Hallo,
mein Heimaturlaub, den ich die letzten zweieinhalb Monate absolvierte, ist inzwischen vorbei und ich befinde mich wieder in China. Dass sich die Einreise ins Reich der Mitte momentan nicht besonders einfach gestaltet, kann sich wohl jeder denken. Bevor ich detaillierter von den Reisestrapazen berichte, möchte ich mich noch kurz zu meinem Aufenthalt in Deutschland äußern. Leider habe ich das Land mit recht zwiegespaltenen Gefühlen wieder verlassen. Selbstverständlich habe ich das Wiedersehen mit meiner Familie und meinen Freunden sehr genossen. Das war allerdings nur die eine Seite der berüchtigten Medaille.
Während ich die Corona-Gesetzeslage Ende Oktober noch als mehr oder weniger erträglich empfand, wurden die Einschränkungen im weiteren Urlaubsverlauf ad absordum geführt. Zwar möchte ich meine Meinung hierzu nur beläufig erwähnen, doch der sich ständig ändernde, absolut nicht nachvollziehbare Maßnahmenkatalog und diese gezielte, irrationale Panikmache gingen mir sowas von auf den Sack. Zu Beginn der Pandemie dachte ich noch, die Chinesen wären unorganisiert, doch jetzt bin ich heilfroh, wieder in China zu sein! Was da gerade in Deutschland abläuft, ist für mich schlicht und ergreifend unfassbar.
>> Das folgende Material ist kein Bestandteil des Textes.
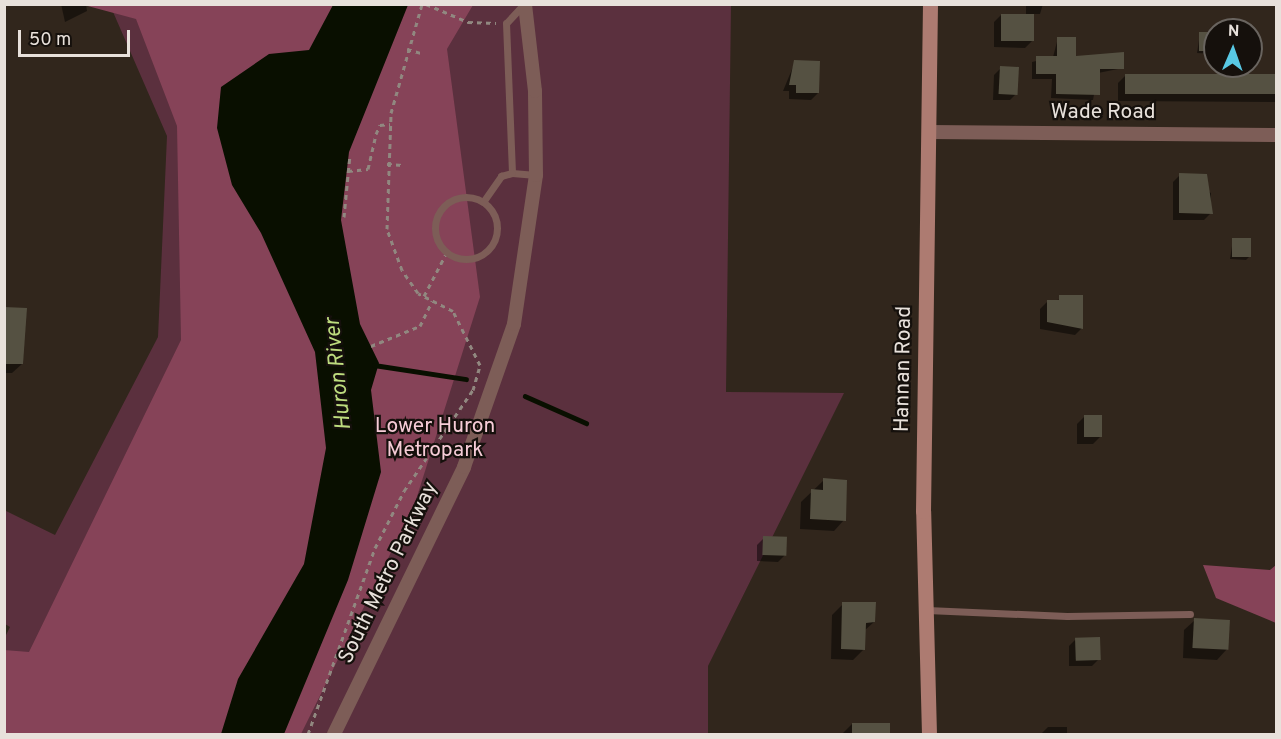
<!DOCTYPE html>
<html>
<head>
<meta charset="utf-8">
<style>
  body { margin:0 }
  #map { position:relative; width:1281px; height:739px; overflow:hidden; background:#31261c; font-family:Overpass,sans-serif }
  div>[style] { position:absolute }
  .green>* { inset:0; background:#5b303e }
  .forest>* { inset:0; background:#864358 }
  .water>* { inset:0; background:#090f00 }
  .shadow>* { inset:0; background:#0007 }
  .stream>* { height:4.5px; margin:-2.25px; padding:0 2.25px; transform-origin:2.25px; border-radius:2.25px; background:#090f00 }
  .building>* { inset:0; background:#555142; transform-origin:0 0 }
  .path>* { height:3px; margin-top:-1.5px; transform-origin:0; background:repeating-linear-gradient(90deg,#918880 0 4.5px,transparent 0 9px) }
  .lane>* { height:7px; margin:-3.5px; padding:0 3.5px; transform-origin:3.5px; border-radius:3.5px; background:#7d5d57 }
  .lane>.ring { margin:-3.5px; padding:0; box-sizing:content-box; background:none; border:7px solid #7d5d57; border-radius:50% }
  .street>* { height:14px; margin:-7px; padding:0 7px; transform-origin:7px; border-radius:7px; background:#7d5d57 }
  .secondary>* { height:15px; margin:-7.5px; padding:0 7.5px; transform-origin:7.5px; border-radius:7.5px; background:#ad7b71 }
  span { translate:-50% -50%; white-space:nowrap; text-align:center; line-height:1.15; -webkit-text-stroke:4.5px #15100c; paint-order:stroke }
  .street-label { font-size:21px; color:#e8e1db }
  .park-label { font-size:21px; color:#f6ccd7 }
  .water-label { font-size:22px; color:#bddc7e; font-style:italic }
  .frame { position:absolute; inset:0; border:6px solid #e8e1db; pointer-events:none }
  .north { position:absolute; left:1203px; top:18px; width:60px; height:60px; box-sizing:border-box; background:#15100c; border:2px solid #69645f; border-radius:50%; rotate:2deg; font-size:16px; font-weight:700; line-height:24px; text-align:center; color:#e8e1db }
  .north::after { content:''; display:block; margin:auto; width:21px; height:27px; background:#58c8e4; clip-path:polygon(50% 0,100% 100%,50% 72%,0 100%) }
  .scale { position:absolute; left:18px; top:30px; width:112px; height:27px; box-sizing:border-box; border:3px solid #e8e1db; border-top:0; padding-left:8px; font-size:18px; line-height:21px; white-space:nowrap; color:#e8e1db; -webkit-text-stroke:4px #15100c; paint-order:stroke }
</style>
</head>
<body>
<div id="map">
  <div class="green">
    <div style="clip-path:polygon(110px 5px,731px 5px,726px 392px,844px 393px,708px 666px,708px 734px,5px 734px,5px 637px,10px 627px,5px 624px,4px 510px,55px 535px,158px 337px,167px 136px)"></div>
  </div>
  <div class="forest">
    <div style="clip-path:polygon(84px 5px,473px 5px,447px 49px,480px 297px,414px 506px,301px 734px,5px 734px,4px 650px,29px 652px,181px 340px,177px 126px,136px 19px)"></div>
    <div style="clip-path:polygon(1203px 565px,1270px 570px,1276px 565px,1276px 623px,1216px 598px)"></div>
  </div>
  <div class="water">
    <div style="clip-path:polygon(333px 5px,408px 5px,349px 152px,341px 220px,360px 324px,379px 363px,371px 390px,381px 472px,348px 580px,284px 734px,221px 734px,238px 679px,304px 564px,326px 448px,315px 352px,261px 233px,232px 185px,217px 128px,221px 87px,269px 54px,309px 50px)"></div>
  </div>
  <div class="shadow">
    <div style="clip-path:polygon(61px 4px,86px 4px,87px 11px,65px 22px)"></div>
    <div style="clip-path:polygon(1026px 4px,1043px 4px,1040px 14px,1032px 14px,1032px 41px,1025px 48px,994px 47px,994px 22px,1001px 15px,1026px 16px)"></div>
    <div style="clip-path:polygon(1200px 34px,1215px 34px,1213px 54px,1197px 53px)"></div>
    <div style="clip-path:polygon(1058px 38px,1074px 57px,1123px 68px,1098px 73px,1093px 100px,1051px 98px,1052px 79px,1032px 79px,1032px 62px,1053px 57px)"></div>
    <div style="clip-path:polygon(795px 62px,818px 93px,811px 100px,789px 99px,789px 91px,783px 91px)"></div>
    <div style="clip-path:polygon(1001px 68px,1017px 93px,1010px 100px,993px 100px,994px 75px)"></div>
    <div style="clip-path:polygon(1125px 76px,1276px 76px,1276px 102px,1118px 101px,1118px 83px)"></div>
    <div style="clip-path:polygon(1180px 175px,1211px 193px,1211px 213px,1204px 220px,1173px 220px,1173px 182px)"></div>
    <div style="clip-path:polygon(1233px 240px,1249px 257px,1246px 260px,1230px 259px)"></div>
    <div style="clip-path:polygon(1082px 297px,1082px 328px,1075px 335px,1040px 329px,1040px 309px,1048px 301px)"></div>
    <div style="clip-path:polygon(4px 308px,22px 364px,12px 373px,4px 373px)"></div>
    <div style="clip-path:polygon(1084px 417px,1100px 437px,1093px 444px,1077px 444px,1077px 424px)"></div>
    <div style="clip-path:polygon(824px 480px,844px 520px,834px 531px,800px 529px,801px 502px)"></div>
    <div style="clip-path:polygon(764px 538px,785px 555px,778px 562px,757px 561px,757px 545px)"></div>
    <div style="clip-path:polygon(843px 604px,874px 622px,864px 631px,864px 649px,853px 660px,831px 659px,832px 615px)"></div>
    <div style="clip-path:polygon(1195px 620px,1227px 649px,1217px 660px,1183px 658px,1184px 630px)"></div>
    <div style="clip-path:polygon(1076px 639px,1099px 659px,1092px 666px,1069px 666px,1069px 646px)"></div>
    <div style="clip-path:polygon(852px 724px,889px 734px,842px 734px)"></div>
    <div style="clip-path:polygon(1048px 727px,1067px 727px,1067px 734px,1041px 734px)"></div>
  </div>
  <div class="stream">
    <div style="left:374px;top:365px;width:93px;rotate:8.7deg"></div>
    <div style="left:525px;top:396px;width:67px;rotate:23.9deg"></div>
  </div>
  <div class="building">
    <div style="left:1001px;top:14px;width:33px;height:27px"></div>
    <div style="left:1199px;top:32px;width:16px;height:19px"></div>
    <div style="clip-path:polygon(1057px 37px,1076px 37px,1076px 56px,1124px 52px,1124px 69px,1100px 69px,1100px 95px,1056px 94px,1056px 74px,1036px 74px,1036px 56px,1057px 56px)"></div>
    <div style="clip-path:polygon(794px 60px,820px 61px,819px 93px,796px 93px,796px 85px,789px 85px)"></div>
    <div style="left:1000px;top:66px;width:19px;height:28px;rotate:3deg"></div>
    <div style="left:1276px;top:74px;width:20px;height:151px;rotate:90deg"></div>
    <div style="clip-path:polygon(1179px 173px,1207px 174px,1213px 214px,1179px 213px)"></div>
    <div style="left:1232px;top:238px;width:19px;height:19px"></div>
    <div style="clip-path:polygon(1059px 295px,1083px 295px,1083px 329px,1047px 322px,1047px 300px,1059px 300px)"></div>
    <div style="clip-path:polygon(4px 307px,27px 308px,23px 364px,4px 364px)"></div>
    <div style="left:1084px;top:415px;width:18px;height:22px"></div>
    <div style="clip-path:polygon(823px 478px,847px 480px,846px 521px,810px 519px,811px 489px,823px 490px)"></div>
    <div style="left:763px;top:536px;width:24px;height:19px;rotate:2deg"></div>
    <div style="clip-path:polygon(842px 602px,876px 602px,875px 622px,866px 623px,865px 650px,841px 649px)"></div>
    <div style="left:1194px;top:618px;width:36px;height:30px;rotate:3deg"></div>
    <div style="left:1100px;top:637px;width:23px;height:25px;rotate:88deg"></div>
    <div style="left:852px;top:723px;width:38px;height:12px"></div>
  </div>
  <div class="path">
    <div style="left:426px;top:4px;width:46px;rotate:23.2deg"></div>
    <div style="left:468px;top:22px;width:28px;rotate:2deg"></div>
    <div style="left:407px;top:49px;width:15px;rotate:16deg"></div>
    <div style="left:387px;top:164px;width:16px;rotate:4deg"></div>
    <div style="left:348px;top:171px;width:20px;rotate:-6deg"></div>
    <div style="left:368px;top:169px;width:36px;rotate:-77deg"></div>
    <div style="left:376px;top:134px;width:10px;rotate:-66deg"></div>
    <div style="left:380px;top:125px;width:10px;rotate:-6deg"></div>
    <div style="left:344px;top:217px;width:62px;rotate:-84.5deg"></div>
    <div style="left:424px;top:296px;width:50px;rotate:-62.4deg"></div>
    <div style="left:371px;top:346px;width:53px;rotate:-22.2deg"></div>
    <div style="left:420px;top:326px;width:28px;rotate:-64deg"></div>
    <div style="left:308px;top:734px;width:198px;rotate:-70.2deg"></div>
    <div style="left:375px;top:548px;width:64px;rotate:-63deg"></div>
    <div style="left:404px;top:491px;width:122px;rotate:-55.7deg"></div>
    <div style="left:473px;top:390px;width:26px;rotate:-74deg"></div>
    <div style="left:480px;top:365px;width:60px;rotate:-116.6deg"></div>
    <div style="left:453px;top:311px;width:39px;rotate:-153deg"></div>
    <div style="left:418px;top:293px;width:28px;rotate:-125deg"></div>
    <div style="left:402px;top:270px;width:44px;rotate:-110.1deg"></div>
    <div style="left:387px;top:229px;width:116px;rotate:-88deg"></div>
    <div style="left:391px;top:113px;width:113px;rotate:-74.1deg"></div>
  </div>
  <div class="lane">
    <div style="left:524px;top:4px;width:26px;rotate:133deg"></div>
    <div style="left:506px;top:23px;width:150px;rotate:87.7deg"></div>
    <div style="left:512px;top:173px;width:24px;rotate:5deg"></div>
    <div class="ring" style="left:435px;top:197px;width:55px;height:55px"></div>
    <div style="left:483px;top:202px;width:32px;rotate:-55deg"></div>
    <div style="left:501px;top:176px;width:11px;rotate:-15deg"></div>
    <div style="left:927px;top:610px;width:140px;rotate:2.5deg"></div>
    <div style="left:1067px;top:616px;width:123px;rotate:-0.9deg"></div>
  </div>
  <div class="street">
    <div style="left:929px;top:132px;width:347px;rotate:0.5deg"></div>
    <div style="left:334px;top:734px;width:297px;rotate:-64deg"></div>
    <div style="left:464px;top:467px;width:151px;rotate:-70.7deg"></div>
    <div style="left:514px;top:324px;width:151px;rotate:-81.6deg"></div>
    <div style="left:536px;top:175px;width:84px;rotate:-90.7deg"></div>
    <div style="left:535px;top:91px;width:88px;rotate:-96.6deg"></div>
  </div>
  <div class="secondary">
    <div style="left:929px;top:734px;width:223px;rotate:-91.5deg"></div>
    <div style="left:923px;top:511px;width:507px;rotate:-89.21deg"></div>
  </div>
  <div class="street-label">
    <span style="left:1103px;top:113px">Wade Road</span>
    <span style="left:904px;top:369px;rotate:-89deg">Hannan Road</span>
    <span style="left:389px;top:573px;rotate:-64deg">South Metro Parkway</span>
  </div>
  <div class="park-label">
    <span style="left:435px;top:439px">Lower Huron<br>Metropark</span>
  </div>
  <div class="water-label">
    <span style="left:339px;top:374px;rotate:-96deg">Huron River</span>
  </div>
  <div class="frame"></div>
  <div class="north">N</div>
  <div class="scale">50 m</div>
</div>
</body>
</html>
Dass es aktuell (selbst für chinesische Staatsbürger) nicht einfach ist, in China einzureisen, erwähnte ich bereits. Für einen Ausländer ist es nahezu unmöglich. Glücklicherweise bin ich mit einer Chinesin verheiratet und besitze ein Familienvisum, das noch bis Ende Januar gültig ist. Die meisten anderen Visa werden unabhängig vom Datum nicht mehr akzeptiert. Um einzureisen, benötigte ich also eigentlich nur noch den sogenannten Grünen Code und den sogenannten Roten Code. Ersteren erhält man, wenn man sowohl einen negativen Corona-PCR- als auch einen negativen Corona-IgM-Befund vorweisen kann.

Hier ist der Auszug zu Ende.